- _Task objective_: Retype the records below exactly as they appear, but leave out any pictures.

Start of Data for this exercise

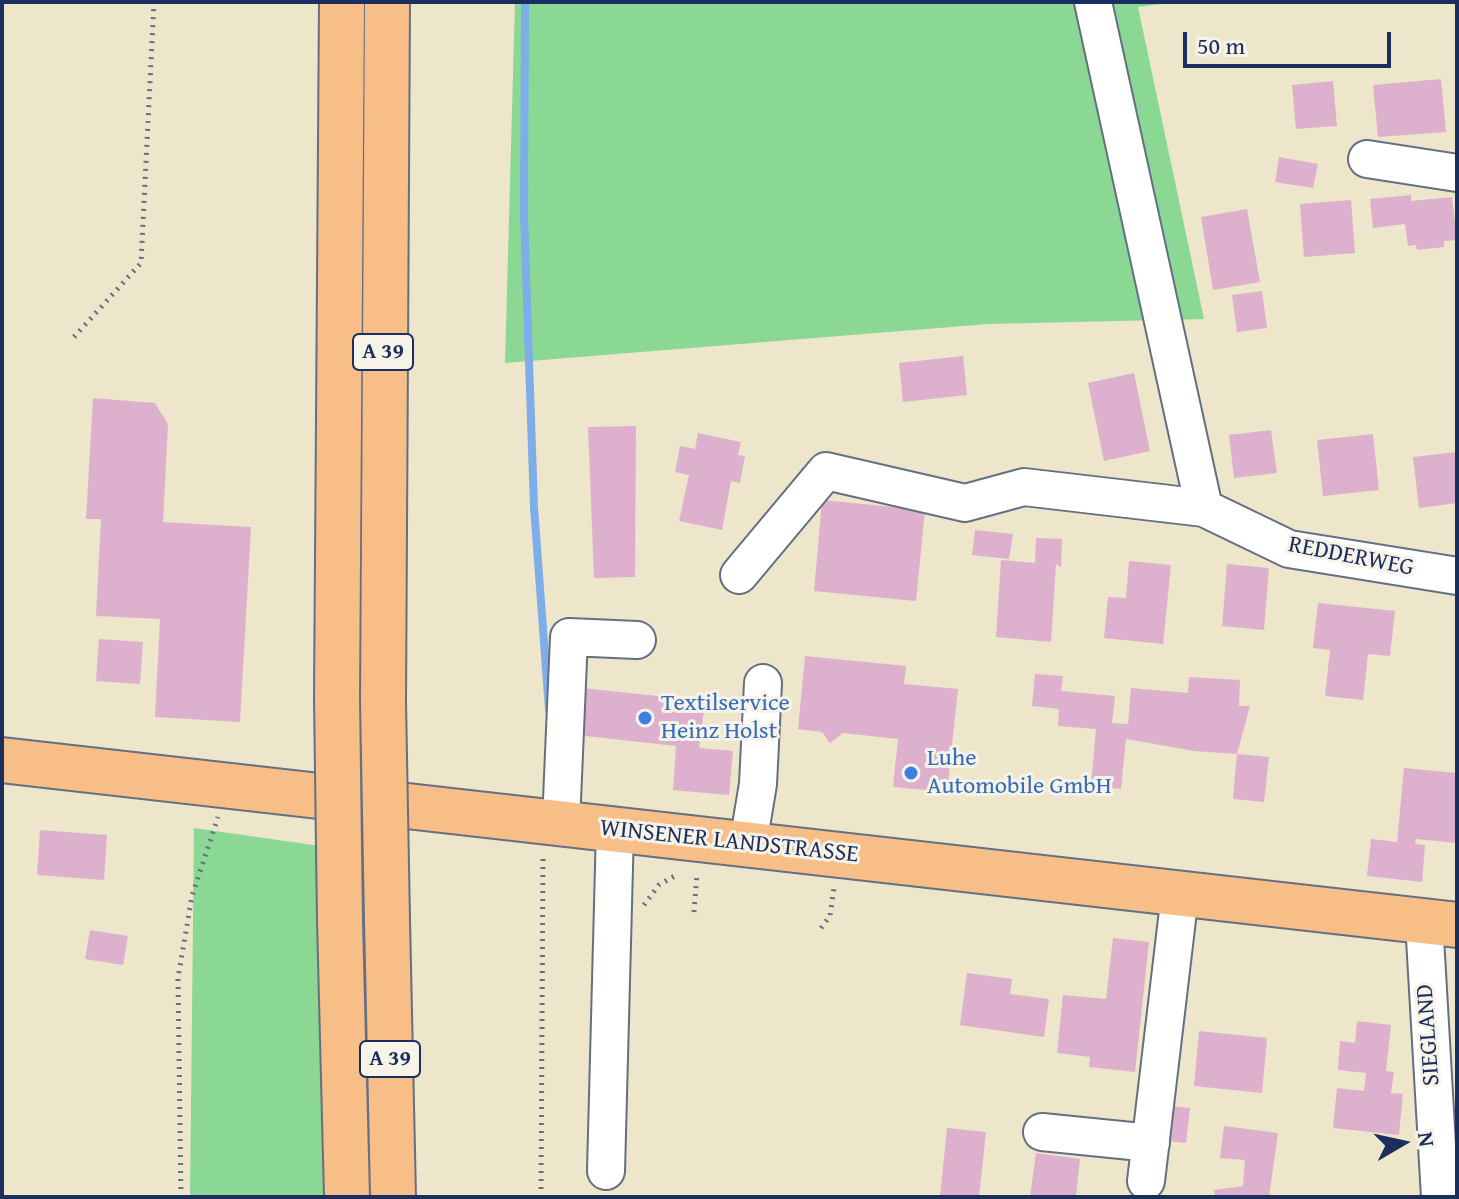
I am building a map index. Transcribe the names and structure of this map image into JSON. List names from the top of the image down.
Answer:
{
  "streets": {
    "main road": ["A 39", "WINSENER LANDSTRASSE"],
    "street": ["REDDERWEG", "SIEGLAND"]
  },
  "crossings": [
    ["WINSENER LANDSTRASSE", "SIEGLAND"]
  ],
  "places": ["Textilservice Heinz Holst", "Luhe Automobile GmbH"],
  "scale_bar": "50 m",
  "north": "right"
}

End of Data for this exercise

- _Expected answer_:
I am building a map index. Transcribe the names and structure of this map image into JSON. List names from the top of the image down.
Answer:
{
  "streets": {
    "main road": ["A 39", "WINSENER LANDSTRASSE"],
    "street": ["REDDERWEG", "SIEGLAND"]
  },
  "crossings": [
    ["WINSENER LANDSTRASSE", "SIEGLAND"]
  ],
  "places": ["Textilservice Heinz Holst", "Luhe Automobile GmbH"],
  "scale_bar": "50 m",
  "north": "right"
}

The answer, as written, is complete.